Australia ranks 32nd in world health ranking per WHO. In 2014, the total expenditure on health per person was $4,357, which is 9.4% of the GDP. Australian males have a life expectancy at birth of 81 years, and females can expect to live 85 years. There are 3.85 physicians per 1,000 people in Australia as compared with 2.56 physicians per 1,000 people in the United States.
In 2014, Australia had 747 public hospitals (58,600 beds) and 612 private, both for-profit and non-profit, hospitals (31,000 beds). Public hospitals are mostly funded by federal and state government (over 90%), with the rest coming from patients and insurance companies. Private hospitals are mostly funded by three main sources: insurers (47%), rebates, paid by the federal government, on insurance premiums (21%), and private patients (12%).
The Medicare Benefits Scheme (MBS) is a universal, public health care system that covers Australian citizens, residents with a permanent visa, and New Zealand citizens after their identity is confirmed and they enroll. Some access is provided to citizens of certain other countries.
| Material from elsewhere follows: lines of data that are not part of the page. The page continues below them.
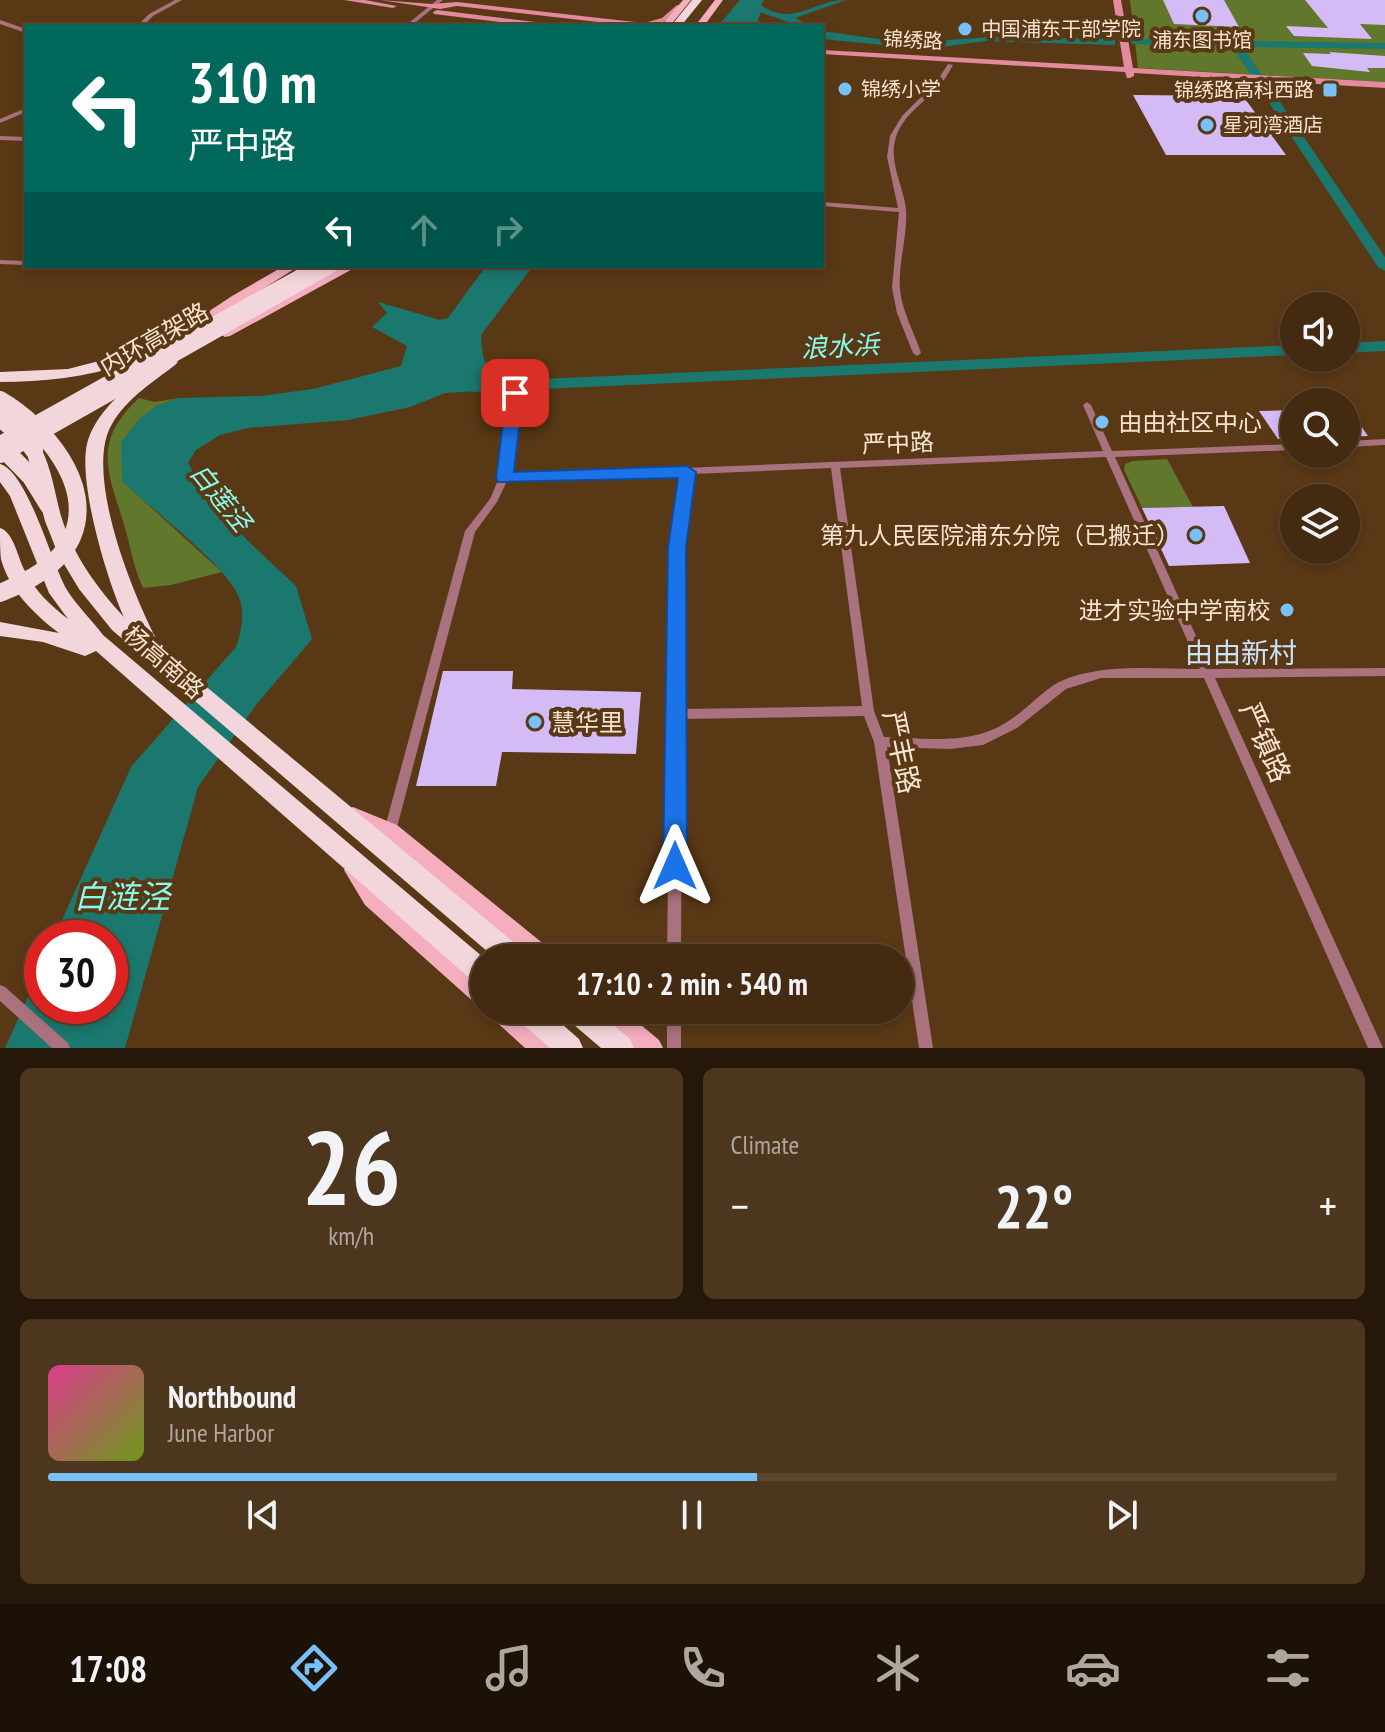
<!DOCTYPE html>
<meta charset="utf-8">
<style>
:root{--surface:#432a10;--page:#4d361e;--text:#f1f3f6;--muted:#afa79f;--line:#5b4630;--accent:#79bff8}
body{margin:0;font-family:"PT Sans Narrow","Noto Sans SC",sans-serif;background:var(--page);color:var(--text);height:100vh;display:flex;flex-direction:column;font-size:30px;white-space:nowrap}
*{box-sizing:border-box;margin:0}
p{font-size:26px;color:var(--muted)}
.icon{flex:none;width:44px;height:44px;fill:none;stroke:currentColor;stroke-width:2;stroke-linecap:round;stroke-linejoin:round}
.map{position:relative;height:1048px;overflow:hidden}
.sheet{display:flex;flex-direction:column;gap:20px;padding:20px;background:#251709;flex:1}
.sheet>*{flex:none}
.top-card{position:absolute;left:24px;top:24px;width:800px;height:244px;border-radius:0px;box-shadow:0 4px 12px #0003,0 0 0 2px var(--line);background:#00695c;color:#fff;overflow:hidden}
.controls{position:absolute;left:1280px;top:292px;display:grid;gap:16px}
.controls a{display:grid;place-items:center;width:80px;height:80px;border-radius:50%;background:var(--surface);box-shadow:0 4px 12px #0003,0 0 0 2px var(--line);font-size:40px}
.speed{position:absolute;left:24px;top:920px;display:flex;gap:16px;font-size:40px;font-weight:700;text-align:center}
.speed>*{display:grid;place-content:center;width:104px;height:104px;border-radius:50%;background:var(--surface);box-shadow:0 4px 12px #0003,0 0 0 2px var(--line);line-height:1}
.speed .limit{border:12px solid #d22;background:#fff;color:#111}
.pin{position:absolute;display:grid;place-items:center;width:68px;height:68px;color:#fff;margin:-34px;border-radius:16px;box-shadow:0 4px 12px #0006}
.me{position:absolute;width:88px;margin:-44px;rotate:0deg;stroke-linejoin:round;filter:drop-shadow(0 0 6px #0008)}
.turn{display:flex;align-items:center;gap:28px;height:168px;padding:0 32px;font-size:36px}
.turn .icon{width:104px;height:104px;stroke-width:2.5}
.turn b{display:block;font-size:56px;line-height:68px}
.lanes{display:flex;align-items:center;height:76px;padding:0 32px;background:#0003;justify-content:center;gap:40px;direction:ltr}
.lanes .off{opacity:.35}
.big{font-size:60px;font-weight:700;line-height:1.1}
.sheet .tile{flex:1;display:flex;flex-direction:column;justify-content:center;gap:12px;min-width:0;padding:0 28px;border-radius:12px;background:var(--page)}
.sheet .dial{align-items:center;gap:0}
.dial b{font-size:104px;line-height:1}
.song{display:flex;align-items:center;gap:24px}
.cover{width:96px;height:96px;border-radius:12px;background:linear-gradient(135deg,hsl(330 70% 55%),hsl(80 70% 35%))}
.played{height:8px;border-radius:4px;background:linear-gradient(90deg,var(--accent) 55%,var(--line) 55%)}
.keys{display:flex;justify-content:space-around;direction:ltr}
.heat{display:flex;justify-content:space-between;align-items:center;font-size:44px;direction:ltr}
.sheet .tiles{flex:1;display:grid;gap:20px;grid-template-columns:1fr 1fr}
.tile:last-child{grid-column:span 2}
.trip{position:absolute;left:470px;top:944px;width:444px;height:80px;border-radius:40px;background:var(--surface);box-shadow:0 4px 12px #0003,0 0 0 2px var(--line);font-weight:700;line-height:80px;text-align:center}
.tabs{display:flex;height:128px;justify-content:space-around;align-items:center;background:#1b1106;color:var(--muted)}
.tabs .icon{width:56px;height:56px}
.tabs .on{color:var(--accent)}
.tabs b{font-size:36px;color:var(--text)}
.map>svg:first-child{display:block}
</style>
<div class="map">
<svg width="1385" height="1048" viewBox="0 0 1385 1048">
<rect width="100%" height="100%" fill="#593815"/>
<path fill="#60772c" d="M1130,0h255v82l-247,-14z
M139,398l16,4 23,-4 -23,9 -33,74 100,91 -51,13 -28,3c-9,-19 -12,-39 -18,-60 -16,-55 -35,-84 14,-130z
M1167,459l26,48 -51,1 -18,-38 1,-6 8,-3z"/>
<path fill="#1b786e" d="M740,0h24l-3,5c32,23 52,-5 85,-5l-51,18 16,8h-13l-37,-14 -5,14h-38z
M822,31l84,12 84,-6 125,2v6l-129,-4 -61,8 -103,-10z
M486,266h47l-52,69c1,19 2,33 19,45l-5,10 -50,3 -35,14 -62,13 -100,8 -28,7 -24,15 -8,13 15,27 45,51 48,45 16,53 -56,66 -58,82 -73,261h-120l37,-82v40h68v-68h-56l77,-171 105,-120c6,-18 10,-36 1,-54 -18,-34 -84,-82 -115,-112l-1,-39 17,-22 17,-13 23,-9 83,-2 52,-7 88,-23 6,-20 -35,-19 15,-14 -9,-11 62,18 8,-2z"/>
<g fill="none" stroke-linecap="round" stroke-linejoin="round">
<path fill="#1b786e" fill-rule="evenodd" d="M1136,39l249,4v6l-142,-2 142,210v14l-7,-4 -146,-220 -100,-3 -1,-2z
M1385,341v10l-39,2v-10z
M1294,345v10l-820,37 -8,-5 8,-5z"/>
</g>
<path fill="#d5bbf5" d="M1163,0h61l15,27 -65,-3z
M1305,0h80v25l-25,-1 12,15 -78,-3 -8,-10 42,2z
M1329,52l56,4v12h-18l3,4 -58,-6 -9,-13 28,1z
M1133,95l110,1 43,59h-120z
M1346,404l22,32 -22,1z
M1294,410v28l-16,1 -19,-28z
M1224,506l26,57 -81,3 -27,-58z
M443,671h70l-1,18 129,3 -5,62 -134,-2 -6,34h-80z"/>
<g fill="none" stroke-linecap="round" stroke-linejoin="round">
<path fill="#aa717e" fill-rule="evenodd" d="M175,0h7l-29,16 -10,10h-6l12,-12z
M437,0h6l-32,26h-6z
M0,20l26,9v4l-26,-9z
M948,64l5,1c-5,9 -10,18 -18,25 -14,15 -32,26 -39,47 -8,24 7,48 10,72 2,27 -8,53 -6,80 2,23 14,42 21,64l-4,3 -4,-3 -16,-40 -5,-25 7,-76 -77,-6v-4l76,6 -11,-51 3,-21 12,-20 35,-35z
M26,108v4l-26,11v-4z
M0,136l26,1v4l-26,-1z
M0,260l26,1v4l-26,-1z
M515,390l4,3 -10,82 594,-24 -20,-46 4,-3 4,3 21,46 182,-7v6l-179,7 96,212 174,-1v8l-170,2 168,370h-15l-164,-370h-103l-35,11 -49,39 -34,17 -33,4 -63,-2 46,301h-14l-45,-306 -10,-26 -182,3 -1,239h-14l5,-410 10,-74 -175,7 -10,21 -22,30 -79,299 -1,4 -5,2 -5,-2 -1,-4 81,-300 25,-32 9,-21 12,-85zM1106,457l94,212c-44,0 -101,-6 -141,13 -17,9 -33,28 -49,38 -37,26 -83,18 -126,17l-10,-26 -34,-243zM831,468l31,238 -180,3v-161l10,-74z
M1385,439v6l-39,2v-6z
M0,985l5,2 63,56 2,5h-18l-52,-47z
M667,1010h14v38h-14z"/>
<path fill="#e38a9f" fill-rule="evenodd" d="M344,0h21l32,6 -4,2z
M380,0l52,4 25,-2 187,21 18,-5 15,-13 7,2c-17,17 -28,19 -51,19l-176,-20 -17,3z
M1113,0h8l12,68 252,14v6l-251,-15v3l-4,2h-3l-2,-6 -303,-18v-4l302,17z
M437,10l115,14 4,2h-23l-99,-12 -1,-2z"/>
<path fill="#f4aebe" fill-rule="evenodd" d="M683,0h8l-21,26h-9z
M715,0h8l-19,26h-9z
M284,266h15l-123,78h-10l-2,-3 68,-45z
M343,266h15l-128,70 -5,1 -7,-4z
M353,807l44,18 154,125 3,8h-28l-143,-121 -37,-15 -3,-6 3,-6z
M355,861l7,2 19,28 103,90v26l-8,-3 -111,-99 -21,-35 4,-7z
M488,1010h29l34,30 4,8h-30l-33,-30z
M593,1010h30l36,30 4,8h-30l-36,-30z"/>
<path fill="#f3d6db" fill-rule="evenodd" d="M692,0h10l-21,26h-10z
M304,266h17l-321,181v-12l127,-71c-41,13 -84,18 -127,18v-10l68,-3 66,-17 7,4z
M170,357l8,5 -3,3c-22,17 -49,34 -63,59 -29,48 21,172 46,218l-2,3 367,305 4,8h-32l-383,-328 -33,-41 -21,-35 -13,-33 -19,-71 8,-5 8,5c10,21 13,44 19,66 12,39 36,72 63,101 -17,-37 -46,-134 -37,-173 6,-24 25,-43 43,-59 11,-9 26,-24 40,-28z
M0,464c28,8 52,101 67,126 10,16 25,30 36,45l381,323v28l-9,-3 -379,-332 -11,5 -42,-14 -43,-6v-14l59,11c-24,-18 -50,-43 -58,-74 -1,-9 -1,-21 -1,-31 14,4 18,31 25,43 10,20 26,35 43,48l-19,-26 -39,-97 -10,-14z
M513,1010h33l33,29 4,9h-33l-33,-29z
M563,1010h33l34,29 4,9h-33l-34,-29z"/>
<path stroke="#f3d6db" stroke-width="14" d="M109,392l222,-126"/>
<path stroke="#f3d6db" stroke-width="18" d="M0,400c43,25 95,84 72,137 -13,29 -45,45 -72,56
M0,418l25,20 9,12
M0,445l31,32 18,29
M0,454l113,-64"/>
</g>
<path fill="#1a73e8" stroke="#114b97" stroke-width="2" d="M515,388l8,5 -9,79 173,-6 9,6 -10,76 1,318 -4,8 -8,3 -8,-3 -4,-8 5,-318 10,-70 -180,4 -2,-4 11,-85z"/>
<g fill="#79bff8" stroke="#593815" stroke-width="3">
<circle cx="1202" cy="16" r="8"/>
<circle cx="965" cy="29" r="8"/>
<circle cx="845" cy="89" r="8"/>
<rect x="1322" y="82" width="16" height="16" rx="4"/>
<circle cx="1207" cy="125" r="8"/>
<circle cx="1102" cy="422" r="8"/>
<circle cx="1196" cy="535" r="8"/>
<circle cx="1287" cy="610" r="8"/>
<circle cx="535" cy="722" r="8"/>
</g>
<g text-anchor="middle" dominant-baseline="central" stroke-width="8" stroke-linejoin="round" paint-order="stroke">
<g font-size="20" fill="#f8e3d1" stroke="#593815" text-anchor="start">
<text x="981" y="29">中国浦东干部学院</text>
<text x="1202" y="40" text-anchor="middle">浦东图书馆</text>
<text x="861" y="89">锦绣小学</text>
<text x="1314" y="90" text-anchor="end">锦绣路高科西路</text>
<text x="1223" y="125">星河湾酒店</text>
</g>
<g font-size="20" fill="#f8e3d1" stroke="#593815">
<text transform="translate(913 40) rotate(3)">锦绣路</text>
</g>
<g font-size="24" fill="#f8e3d1" stroke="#593815">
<text transform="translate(154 339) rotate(-30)">内环高架路</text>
<text transform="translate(898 443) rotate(-2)">严中路</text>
<text transform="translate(164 662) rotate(41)">杨高南路</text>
</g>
<g font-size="24" fill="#f8e3d1" stroke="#593815" text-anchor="start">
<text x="1118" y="422">由由社区中心</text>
<text x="1180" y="535" text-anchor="end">第九人民医院浦东分院（已搬迁）</text>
<text x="1271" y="610" text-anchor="end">进才实验中学南校</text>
<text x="551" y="722">慧华里</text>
</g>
<g font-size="26" font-style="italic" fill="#88fbec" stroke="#593815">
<text transform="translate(840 346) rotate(-3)">浪水浜</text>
<text transform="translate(221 497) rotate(51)">白莲泾</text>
</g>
<g font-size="28" fill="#c9e2f7" stroke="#593815">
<text x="1241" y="652">由由新村</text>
</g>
<g font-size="28" fill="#f8e3d1" stroke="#593815">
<text transform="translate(1266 742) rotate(66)">严镇路</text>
<text transform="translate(902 752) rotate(78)">严丰路</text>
</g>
<g font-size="32" font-style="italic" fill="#88fbec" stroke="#593815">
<text x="122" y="896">白涟泾</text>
</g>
</g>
</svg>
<div class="controls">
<a><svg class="icon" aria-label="sound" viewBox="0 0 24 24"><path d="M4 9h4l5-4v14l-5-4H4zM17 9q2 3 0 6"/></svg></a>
<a><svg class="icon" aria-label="search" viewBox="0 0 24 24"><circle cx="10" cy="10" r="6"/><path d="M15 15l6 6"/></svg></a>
<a><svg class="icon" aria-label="layers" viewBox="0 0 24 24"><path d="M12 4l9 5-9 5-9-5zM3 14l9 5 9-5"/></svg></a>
</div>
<div class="speed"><div class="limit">30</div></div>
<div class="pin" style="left:515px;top:393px;background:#d93025"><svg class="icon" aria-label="arrive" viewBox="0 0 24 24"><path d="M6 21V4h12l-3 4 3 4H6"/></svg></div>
<svg class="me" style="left:675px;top:866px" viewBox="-20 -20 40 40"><path d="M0-17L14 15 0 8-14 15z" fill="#1a73e8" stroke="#fff" stroke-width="4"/></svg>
<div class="trip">17:10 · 2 min · 540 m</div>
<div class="top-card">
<div class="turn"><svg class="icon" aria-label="left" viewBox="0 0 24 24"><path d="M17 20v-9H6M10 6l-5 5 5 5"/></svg><div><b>310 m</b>严中路</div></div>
<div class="lanes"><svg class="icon" aria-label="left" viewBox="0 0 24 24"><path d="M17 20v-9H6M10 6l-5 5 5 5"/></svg><svg class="icon off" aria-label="ahead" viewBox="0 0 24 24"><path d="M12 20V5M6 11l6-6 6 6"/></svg><svg class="icon off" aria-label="right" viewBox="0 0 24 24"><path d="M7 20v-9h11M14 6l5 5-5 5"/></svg></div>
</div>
</div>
<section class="sheet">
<div class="tiles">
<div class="tile dial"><b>26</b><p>km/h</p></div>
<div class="tile"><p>Climate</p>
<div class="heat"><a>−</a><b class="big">22°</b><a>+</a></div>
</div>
<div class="tile">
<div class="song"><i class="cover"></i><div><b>Northbound</b><p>June Harbor</p></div></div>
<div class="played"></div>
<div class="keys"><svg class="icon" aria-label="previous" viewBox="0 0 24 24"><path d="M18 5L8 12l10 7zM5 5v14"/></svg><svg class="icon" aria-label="pause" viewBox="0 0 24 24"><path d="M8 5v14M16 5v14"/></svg><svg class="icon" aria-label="next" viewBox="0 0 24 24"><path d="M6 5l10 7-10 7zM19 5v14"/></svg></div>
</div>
</div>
</section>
<nav class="tabs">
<b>17:08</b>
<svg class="icon on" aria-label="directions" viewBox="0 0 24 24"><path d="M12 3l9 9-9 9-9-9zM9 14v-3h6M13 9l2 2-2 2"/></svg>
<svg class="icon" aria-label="music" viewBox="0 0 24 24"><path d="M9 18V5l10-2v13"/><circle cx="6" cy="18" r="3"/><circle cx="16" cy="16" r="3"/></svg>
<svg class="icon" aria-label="phone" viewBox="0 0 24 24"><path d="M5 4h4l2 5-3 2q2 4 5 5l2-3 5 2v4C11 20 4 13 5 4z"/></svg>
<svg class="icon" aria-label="climate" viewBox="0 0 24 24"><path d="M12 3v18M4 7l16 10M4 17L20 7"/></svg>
<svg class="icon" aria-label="car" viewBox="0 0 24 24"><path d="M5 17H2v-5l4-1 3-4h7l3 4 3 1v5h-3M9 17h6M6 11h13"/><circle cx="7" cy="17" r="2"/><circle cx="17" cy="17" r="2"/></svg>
<svg class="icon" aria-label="filters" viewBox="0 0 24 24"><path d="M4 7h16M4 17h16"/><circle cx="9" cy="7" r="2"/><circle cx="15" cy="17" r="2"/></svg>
</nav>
MBS benefits include hospital care, medical services, pharmaceuticals, limited optometry and children’s dental care. At the state level, additional services include prevention, chronic disease management, and mental health care.
Nearly half the population also buys private health insurance of two types: complementary (private hospitals, dental/vision) and supplemental (more choice, faster service, and some rebates). Citizens are encouraged to buy (PHI) through tax rebates; also, citizens over a certain income level have to pay a penalty if they do not have PHI. Furthermore, citizens who sign up before age 31, receive a lower premium for life. Only 33% of the most disadvantaged citizens have PSI, while almost 80% of the most advantaged have it.
Travel, or international, health insurance provides comprehensive medical coverage when traveling outside of one’s home country. Travel health insurance is different from travel insurance, as the latter may provide only emergency coverage but not full medical coverage.
Travelers should check with their health insurance provider, as they may already have an option of international health coverage. If they do not, they can purchase travel health insurance from their home country or the destination country.